In response to the two of these. I have been using pressure and release since day one. He allows me to throw the lead rope all over his body and various strengths, and allows me to rub his body with the whip and use it around him. 

The real problem I am having is with the lunging part of it. I am not quite sure he was ever taught to lunge, only round pen. So he is fine with the whip when he is standing still, but if he is asked to move faster by means of the whip, even if only picking it up when he is walking, he becomes white-eyed and explodes into running away.


----------



## Muppetgirl (Sep 16, 2012)

This is why I dislike round pens....over used and they become a handlers crutch. I've seen so many posts where people feel like they can't do anything without the 'round pen'. Round pens give handlers lots of 'outs' 1. They don't have to put a line on a horse 2. It falsely puts the horse in a circle ie. horses learn to use the round shape to lean or balance on instead of moving upright on all four legs.
Sorry, round pen rant over.

I agree with Cherie on this. Looking forward to her response later.


----------



## BarrelRacer724 (Dec 12, 2010)

Muppetgirl said:


> This is why I dislike round pens....over used and they become a handlers crutch. I've seen so many posts where people feel like they can't do anything without the 'round pen'. Round pens give handlers lots of 'outs' 1. They don't have to put a line on a horse 2. It falsely puts the horse in a circle ie. horses learn to use the round shape to lean or balance on instead of moving upright on all four legs.
> Sorry, round pen rant over.
> 
> I agree with Cherie on this. Looking forward to her response later.


While I do agree that people tend to over use round pens, that is just what the woman I am boarding with it getting soon, instead of an arena. Just making it clear that I am comfortable using either, I am just currently working in a two acre pasture.


----------



## Cherie (Dec 16, 2010)

The 2 acre pasture is just fine. Round pens are for people and not for horses. They are a convenience and are absolutely a crutch for most who use them.

Correct me if I am wrong, but I suspect that this horse has already pulled away from you. It only takes once for them to learn that they can get away from you.

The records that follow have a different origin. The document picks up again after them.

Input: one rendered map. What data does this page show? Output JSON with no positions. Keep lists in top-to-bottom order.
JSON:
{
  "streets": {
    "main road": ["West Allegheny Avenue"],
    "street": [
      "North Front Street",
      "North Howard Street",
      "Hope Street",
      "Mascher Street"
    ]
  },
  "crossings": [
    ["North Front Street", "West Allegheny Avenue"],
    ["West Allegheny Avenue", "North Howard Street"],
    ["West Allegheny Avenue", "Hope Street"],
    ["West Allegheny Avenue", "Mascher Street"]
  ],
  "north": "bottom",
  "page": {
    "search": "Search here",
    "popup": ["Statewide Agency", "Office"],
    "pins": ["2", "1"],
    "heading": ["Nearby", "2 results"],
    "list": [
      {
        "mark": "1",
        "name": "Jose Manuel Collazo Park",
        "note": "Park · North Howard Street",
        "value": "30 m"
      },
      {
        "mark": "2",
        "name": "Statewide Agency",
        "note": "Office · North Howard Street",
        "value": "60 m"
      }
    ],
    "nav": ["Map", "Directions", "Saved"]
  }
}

> he is fine with the whip when he is standing still, but if he is asked to move faster by means of the whip, even if only picking it up when he is walking, he becomes white-eyed and explodes into running away.


This right here tells me that he is in charge and he is telling you what he will allow and what he will not put up with. This right here tell me that the inmate is running this asylum. It tells me you are doing exactly what I said you were. You are being 'careful' not to 'scare' him with the raised whip. You are dealing with a 'spoiled horse' and the first step forward is to admit that he is spoiled and that he has YOU trained. You do not need a way to longe him without a whip. You FIRST need to teach him to accept the whip and respond to it in the correct way and you need to teach him to respect the halter -- first and foremost. Like most problems, it gets right back down to being a respect issue. Otherwise, you will have this big gaping hole in his training from now on. He will bolt with you on him if someone near him picks up a whip before you can tell them not to raise a whip around your horse. This is not exactly a safe situation.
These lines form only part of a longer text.